**Task instructions**
Isolate every line in the data with the string "height" and copy it.

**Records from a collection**

+===+

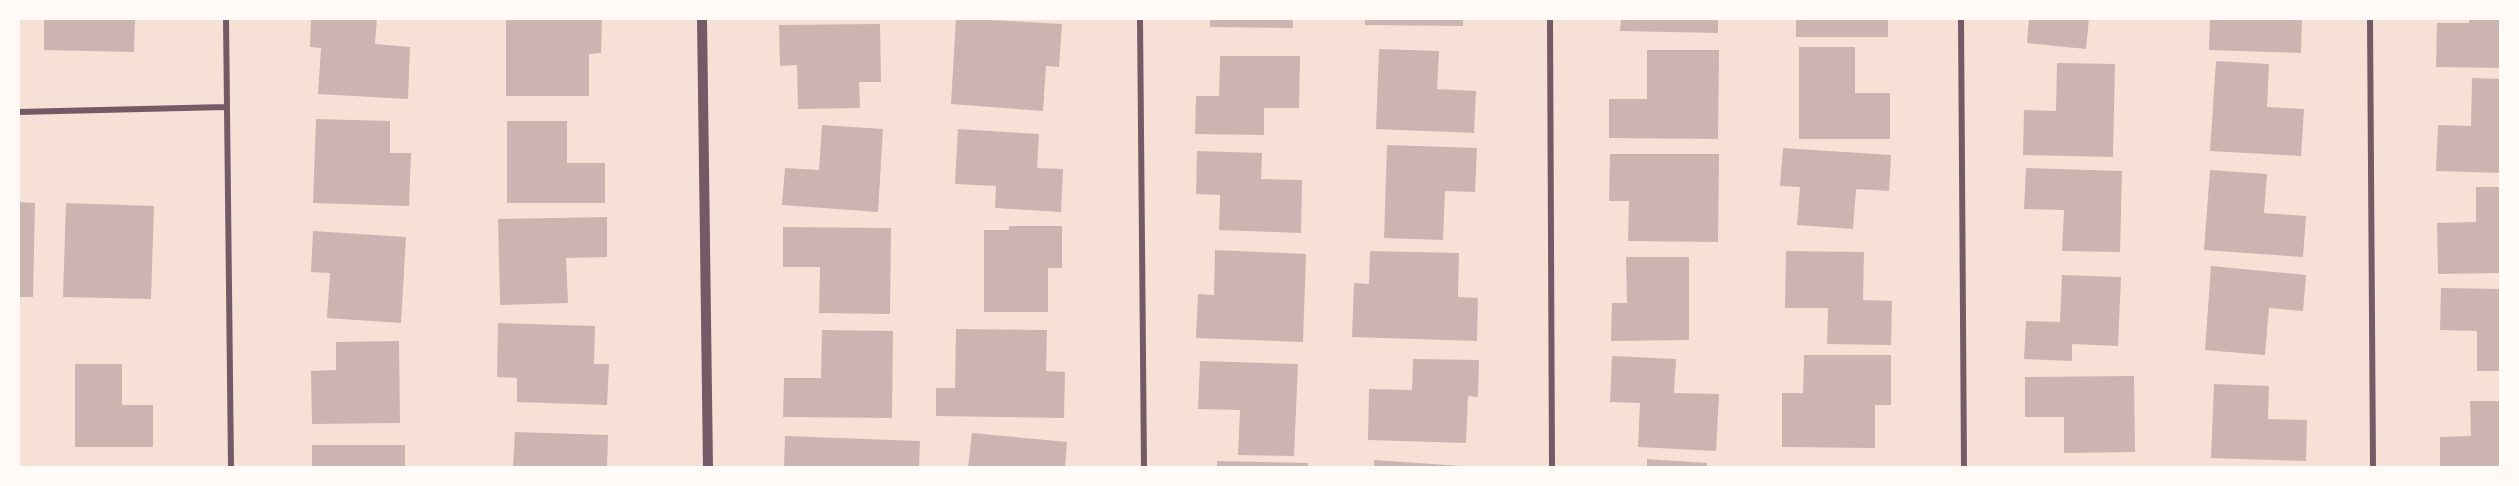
<!DOCTYPE html>
<html>
<head>
<meta charset="utf-8">
<style>
	body { margin:0 }
	#map { position:relative; width:2519px; height:486px; overflow:hidden; background:#f7e1d7; font-family:"Titillium Web",sans-serif }
	canvas { display:block }
	.frame { position:absolute; inset:0; border:20px solid #fffaf5; pointer-events:none }
</style>
</head>
<body>
<div id="map">
<canvas width="2519" height="486"></canvas>
<div class="frame"></div>
</div>
<script>
const context = document.querySelector('canvas').getContext('2d');
context.lineJoin = 'round';
function fill(path, color) { context.fillStyle = color; context.fill(path, 'evenodd'); }
const toPath = rows => new Path2D(rows.map(r => 'M' + r).join(''));
function strokePath(path, color, width, dash) { context.strokeStyle = color; context.lineWidth = width; context.lineCap = dash ? 'butt' : 'round'; context.setLineDash(dash || []); context.stroke(path); }
fill(toPath([
	[44,18,135,18,134,52,44,50],
	[311,18,377,18,375,44,410,47,408,99,318,94,321,48,310,47],
	[506,18,602,18,601,53,589,54,589,96,506,96],
	[956,18,1062,24,1059,67,1046,66,1043,111,951,104],
	[1210,18,1293,18,1293,28,1210,27],
	[1365,18,1463,18,1463,26,1365,25],
	[1621,18,1718,18,1718,33,1620,31],
	[1796,18,1888,18,1888,37,1796,37],
	[2029,18,2089,18,2086,49,2027,43],
	[2210,18,2302,18,2301,53,2209,50],
	[2469,18,2501,18,2501,68,2436,67,2437,23,2469,23],
	[880,24,881,82,859,82,860,108,798,109,797,65,780,66,779,25],
	[1799,47,1855,47,1855,93,1890,93,1890,139,1799,139],
	[1379,49,1439,51,1437,89,1476,91,1474,133,1376,129],
	[1647,50,1719,50,1718,139,1609,138,1609,99,1647,99],
	[1220,56,1300,56,1299,108,1264,108,1264,135,1195,134,1196,96,1219,96],
	[2216,61,2269,64,2267,107,2304,109,2301,156,2210,151],
	[2057,63,2115,64,2113,157,2023,155,2024,110,2056,111],
	[2472,78,2501,79,2501,173,2436,171,2438,125,2471,126],
	[316,119,390,121,390,153,411,153,409,206,313,203],
	[507,121,567,121,567,163,605,163,605,203,507,203],
	[822,125,883,129,878,212,782,205,785,168,819,170],
	[958,129,1039,134,1037,168,1063,169,1061,212,995,208,996,186,955,184],
	[1387,145,1477,148,1475,192,1445,191,1443,240,1384,238],
	[1783,148,1891,155,1889,191,1856,189,1853,229,1797,225,1800,187,1780,186],
	[1197,151,1262,153,1261,179,1302,180,1301,233,1219,230,1220,195,1196,194],
	[1610,154,1719,154,1718,242,1628,241,1629,201,1609,201],
	[2026,168,2122,171,2120,252,2062,251,2064,210,2024,209],
	[2210,170,2267,174,2264,213,2306,216,2303,257,2204,250],
	[2476,187,2501,187,2501,273,2438,274,2437,223,2476,222],
	[18,202,35,203,33,297,18,297],
	[66,203,154,206,151,299,63,297],
	[607,217,607,257,566,258,568,303,500,305,498,219],
	[1009,226,1062,226,1062,268,1048,268,1048,312,984,312,984,230,1009,230],
	[783,227,891,228,890,314,819,313,820,267,783,267],
	[313,231,406,237,401,323,327,318,330,273,311,272],
	[1215,250,1306,254,1303,342,1196,338,1198,294,1214,295],
	[1370,251,1459,253,1458,297,1478,298,1477,341,1352,337,1354,283,1369,284],
	[1786,251,1864,252,1863,300,1892,301,1891,345,1827,344,1828,308,1785,308],
	[1626,257,1689,257,1689,340,1611,341,1612,303,1627,303],
	[2211,266,2306,275,2303,311,2269,308,2265,355,2205,350],
	[2062,275,2121,277,2118,346,2072,344,2072,361,2024,359,2026,321,2060,322],
	[2441,288,2501,289,2501,371,2477,371,2477,331,2440,330],
	[498,323,595,326,594,364,609,364,607,405,517,402,517,378,497,377],
	[956,329,1047,330,1046,371,1065,372,1064,418,936,416,936,388,955,388],
	[822,330,893,331,892,418,783,417,784,378,821,378],
	[399,341,400,423,312,424,311,371,336,370,336,342],
	[1804,355,1891,355,1891,405,1875,405,1875,448,1782,447,1782,393,1803,393],
	[1612,356,1676,359,1674,393,1719,394,1716,451,1638,447,1640,403,1610,402],
	[1413,359,1479,360,1478,397,1468,396,1466,443,1368,440,1369,389,1412,390],
	[1200,361,1298,364,1294,456,1238,455,1240,410,1198,409],
	[75,364,122,364,122,405,153,405,153,447,75,447],
	[2134,376,2135,452,2064,453,2064,417,2025,417,2025,377],
	[2214,384,2269,386,2268,419,2307,420,2306,461,2211,458],
	[2470,401,2501,401,2501,468,2440,468,2440,437,2471,436],
	[515,432,608,435,607,467,513,468],
	[972,433,1067,442,1065,468,968,468],
	[785,436,920,441,919,468,784,468],
	[312,445,405,445,405,468,312,468],
	[1647,459,1707,463,1707,468,1647,468],
	[1374,460,1462,466,1462,468,1374,468],
	[1217,461,1308,463,1308,468,1217,468]
]), '#ccb4b1');
strokePath(toPath([
	[226,18,231,468],
	[1140,18,1144,468],
	[1550,18,1552,468],
	[1961,18,1964,468],
	[2370,18,2373,468],
	[18,112,225,107]
]), '#755966', 6);
strokePath(toPath([
	[702,18,708,468]
]), '#755966', 10);
</script>
</body>
</html>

+===+

**Reply**
	#map { position:relative; width:2519px; height:486px; overflow:hidden; background:#f7e1d7; font-family:"Titillium Web",sans-serif }
<canvas width="2519" height="486"></canvas>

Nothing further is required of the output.